36 Days in Italy–The Feeling Part

2015-06-28 11.05.48We are drawn to things in life without explanation.

But my trip to Italy was rational, not emotional. I had a leftover one-way ticket from a prior flight that I felt like I should use. Why not? I hadn’t been to Florence or Venice in over 20 years. I was a college kid last time I visited, so it would be interesting to see these two cities with new eyes. (Or older ones, I should say…)

I booked my first 4 nights and the rest, I would wing. I’m always anxious before a big trip, and this was no different. The solo travel is both freeing and wearing. I’d be working part-time, so there was that. But would I feel isolated? Would I feel safe? Would it be too long, too short? Was it right to put my life on hold?

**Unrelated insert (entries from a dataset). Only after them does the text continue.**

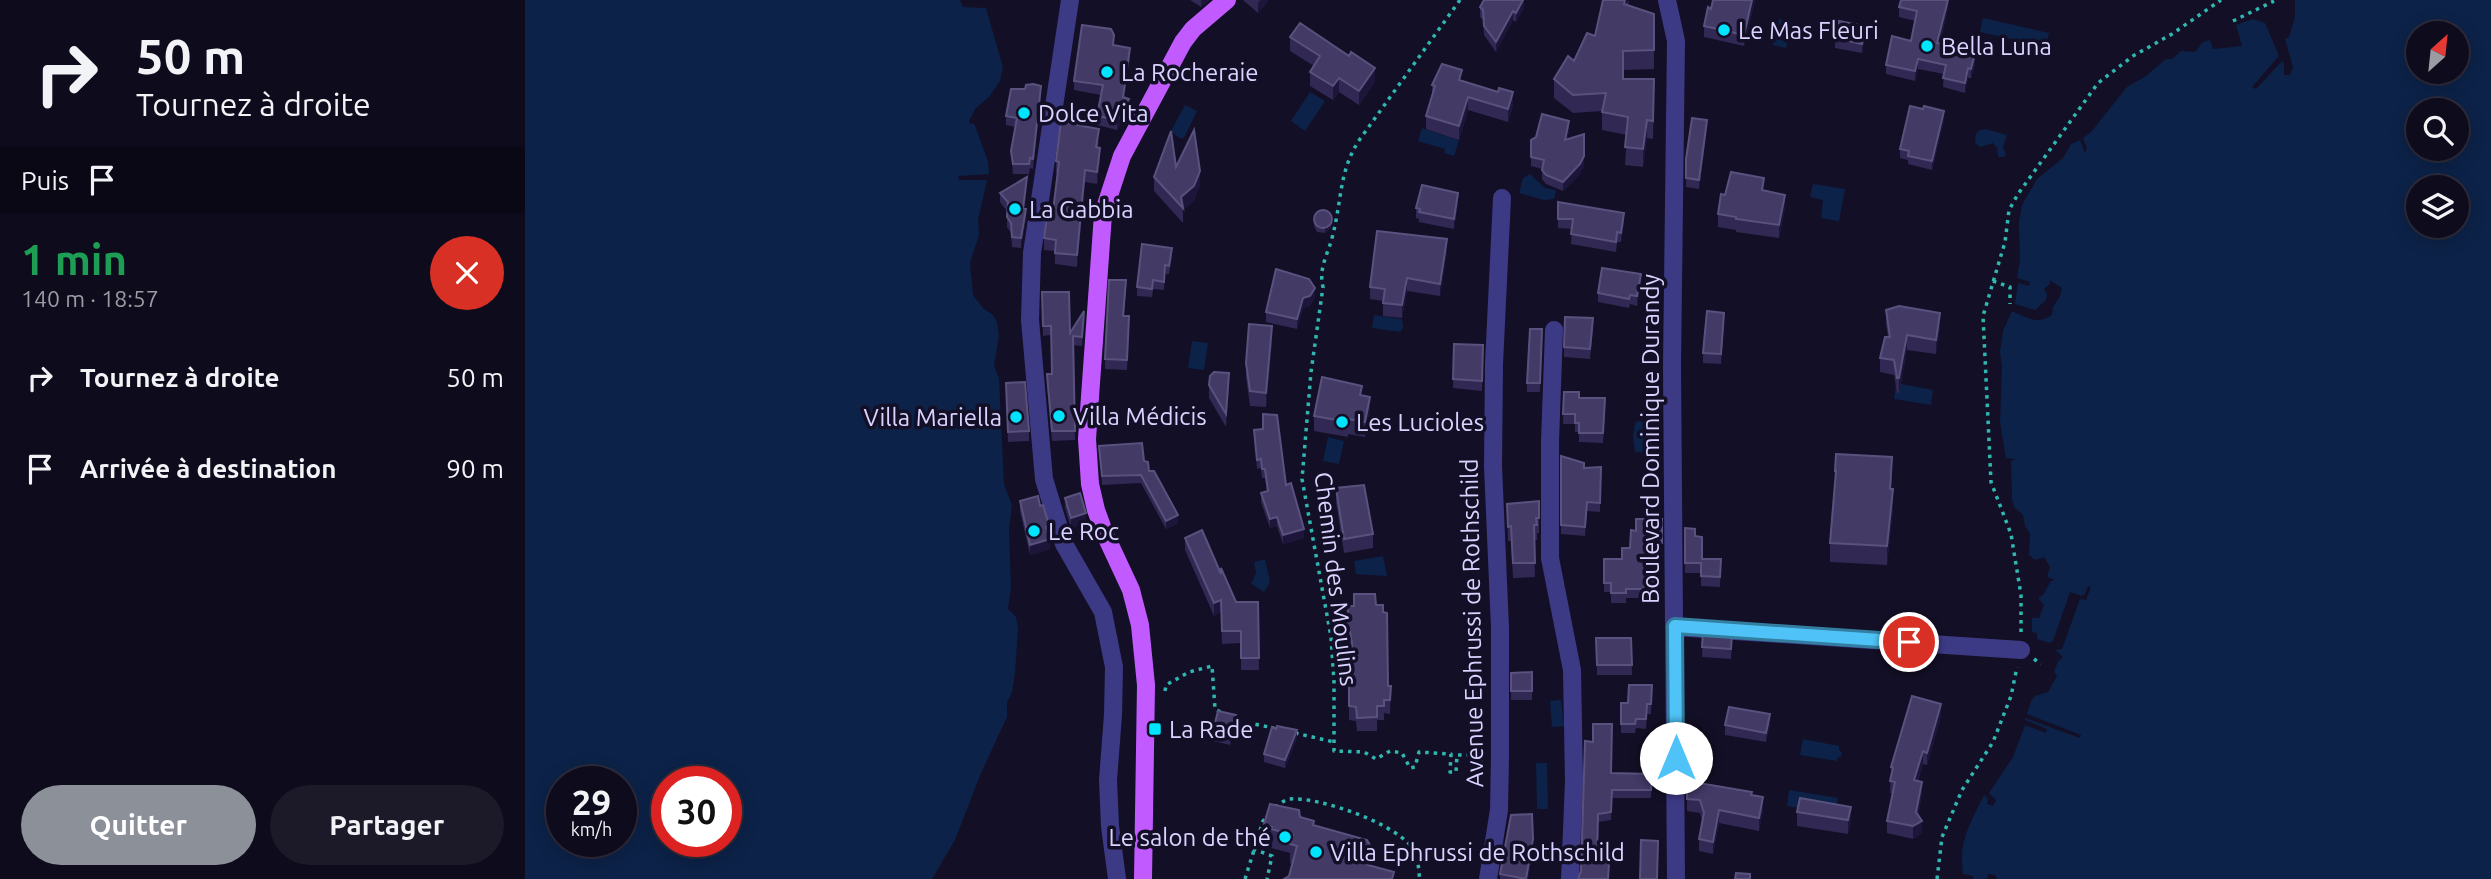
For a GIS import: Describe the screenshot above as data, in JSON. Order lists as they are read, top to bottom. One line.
{"streets":{"street":["Boulevard Dominique Durandy","Avenue Ephrussi de Rothschild"],"path":["Chemin des Moulins"]},"places":{"other":["Le Mas Fleuri","Bella Luna","La Rocheraie","Dolce Vita","La Gabbia","Villa Médicis","Villa Mariella","Les Lucioles","Le Roc","Le salon de thé","Villa Ephrussi de Rothschild"],"transit":["La Rade"]},"north":"top right","page":{"turn":["50 m","Tournez à droite"],"then":"Puis","heading":["1 min","140 m · 18:57"],"list":[{"name":"Tournez à droite","value":"50 m"},{"name":"Arrivée à destination","value":"90 m"}],"speed":"29 km/h","limit":"30","buttons":["Quitter","Partager"]}}
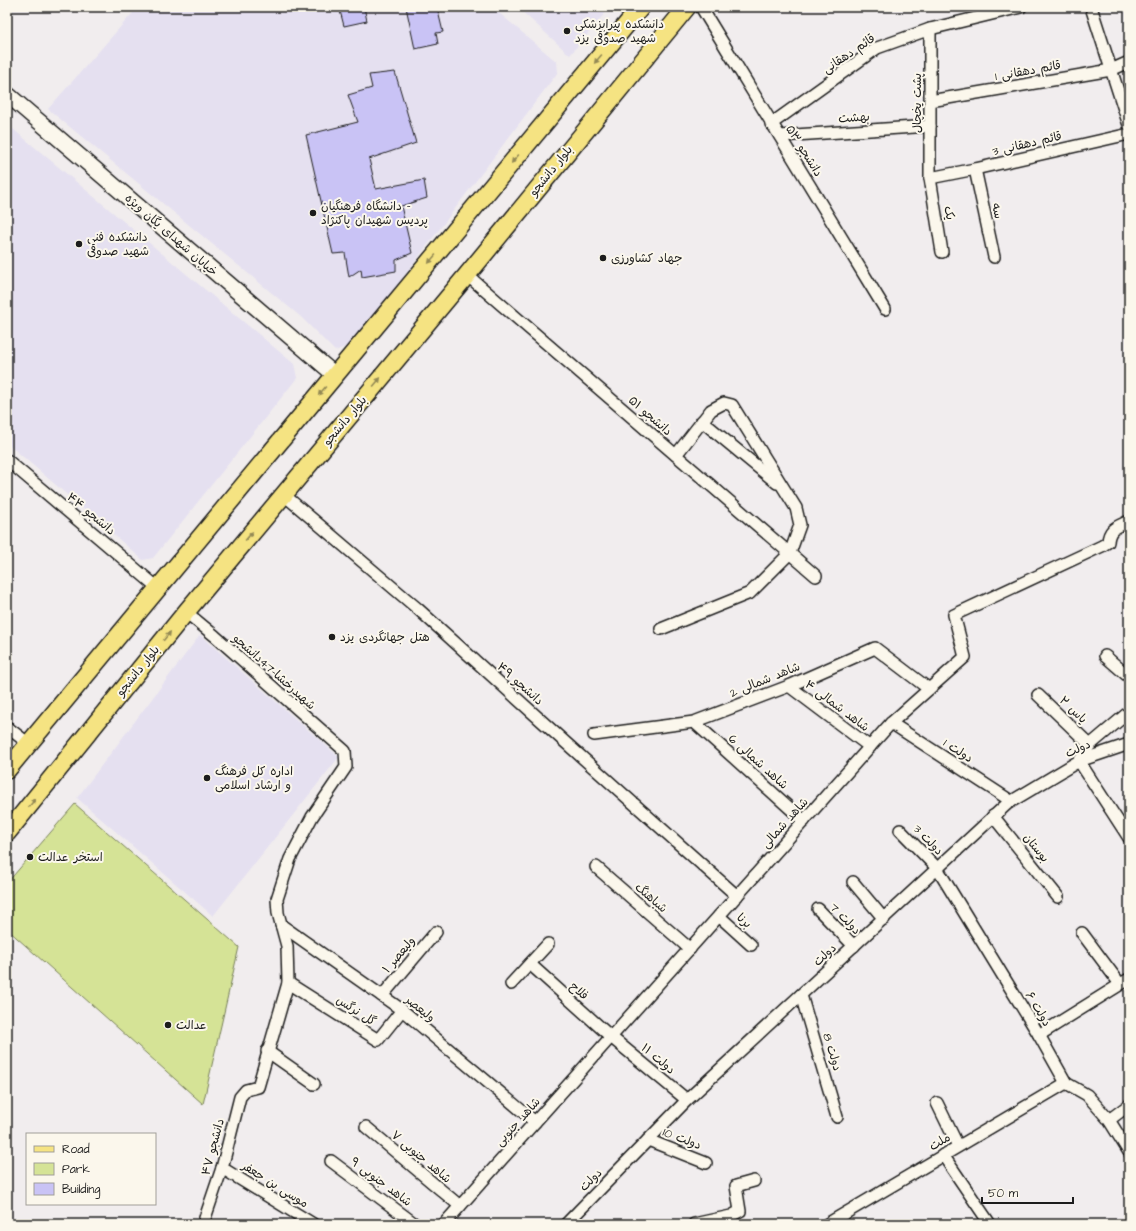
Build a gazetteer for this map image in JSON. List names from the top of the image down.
{
  "streets": {
    "main road": ["بلوار دانشجو"],
    "street": [
      "قائم دهقانی",
      "قائم دهقانی 1",
      "پشت یخچال",
      "بهشت",
      "قائم دهقانی 3",
      "دانشجو ۵۳",
      "سه",
      "یک",
      "خیابان شهدای یگان ویژه",
      "دانشجو ۵۱",
      "دانشجو ۴۴",
      "شهیدرخشا-47دانشجو",
      "شاهد شمالی 2",
      "دانشجو ۴۹",
      "شاهد شمالی ۴",
      "یاس ۲",
      "دولت",
      "دولت 1",
      "شاهد شمالی 6",
      "شاهد شمالی",
      "دولت 3",
      "بوستان",
      "شباهنگ",
      "دولت 7",
      "برنا",
      "ولیعصر ۱",
      "فلاح",
      "ولیعصر",
      "دولت ۶",
      "گل نرگس",
      "دولت 8",
      "دولت ۱۱",
      "شاهد جنوبی",
      "دولت 10",
      "ملت",
      "دانشجو ۴۷",
      "شاهد جنوبی ۷",
      "شاهد جنوبی ۹",
      "موسی بن جعفر"
    ]
  },
  "crossings": [
    ["قائم دهقانی", "پشت یخچال"],
    ["قائم دهقانی", "دانشجو ۵۳"],
    ["قائم دهقانی 1", "پشت یخچال"],
    ["پشت یخچال", "بهشت"],
    ["پشت یخچال", "قائم دهقانی 3"],
    ["پشت یخچال", "یک"],
    ["بهشت", "دانشجو ۵۳"],
    ["قائم دهقانی 3", "سه"],
    ["قائم دهقانی 3", "یک"],
    ["بلوار دانشجو", "دانشجو ۵۱"],
    ["بلوار دانشجو", "شهیدرخشا-47دانشجو"],
    ["بلوار دانشجو", "دانشجو ۴۹"],
    ["شهیدرخشا-47دانشجو", "ولیعصر"],
    ["شاهد شمالی 2", "شاهد شمالی ۴"],
    ["شاهد شمالی 2", "شاهد شمالی 6"],
    ["شاهد شمالی 2", "شاهد شمالی"],
    ["دانشجو ۴۹", "شاهد شمالی"],
    ["شاهد شمالی ۴", "شاهد شمالی"],
    ["دولت", "دولت 1"],
    ["دولت", "دولت 3"],
    ["دولت", "بوستان"],
    ["دولت", "دولت 7"],
    ["دولت", "دولت ۶"],
    ["دولت", "دولت 8"],
    ["دولت", "دولت ۱۱"],
    ["دولت", "دولت 10"],
    ["دولت 1", "شاهد شمالی"],
    ["شاهد شمالی 6", "شاهد شمالی"],
    ["شاهد شمالی", "شباهنگ"],
    ["شاهد شمالی", "برنا"],
    ["شاهد شمالی", "فلاح"],
    ["شاهد شمالی", "دولت ۱۱"],
    ["شاهد شمالی", "شاهد جنوبی"],
    ["دولت 3", "دولت ۶"],
    ["ولیعصر ۱", "ولیعصر"],
    ["فلاح", "دولت ۱۱"],
    ["فلاح", "شاهد جنوبی"],
    ["ولیعصر", "گل نرگس"],
    ["ولیعصر", "شاهد جنوبی"],
    ["دولت ۶", "ملت"],
    ["دولت ۱۱", "شاهد جنوبی"],
    ["شاهد جنوبی", "شاهد جنوبی ۷"],
    ["دانشجو ۴۷", "موسی بن جعفر"]
  ],
  "places": [
    "دانشکده پیراپزشکی شهید صدوقی یزد",
    "دانشگاه فرهنگیان - پردیس شهیدان پاکنژاد",
    "دانشکده فنی شهید صدوقی",
    "جهاد کشاورزی",
    "هتل جهانگردی یزد",
    "اداره کل فرهنگ و ارشاد اسلامی",
    "استخر عدالت",
    "عدالت"
  ],
  "legend": ["Road", "Park", "Building"],
  "scale_bar": "50 m"
}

There is no right or wrong in anything, only different.

And 36 days of wandering around northern Italy was just life. I had my good days, and my bad days and every shade of emotion in between. After the first two weeks, I was tired and wanted to go home. After the second two weeks, I was scrambling to see if I could stay longer. You can put yourself in a new place, a new situation, a new time zone, even. And, “Wherever you go, there you are.” I have a pendant I wear often with this saying. I find it so innocently true. I travel because I’m drawn to it. It’s not an “adventure” as people who sort of know me like to say. It’s just who I am. My life is just different from theirs. They have families. I have places. Maybe because I find places more honest, more reliable than people. Warmer, more interesting and more soothing to surround myself with. Is that sad? Or just different.2015-06-24 06.33.57

36 Days in Italy was both a lot and too little.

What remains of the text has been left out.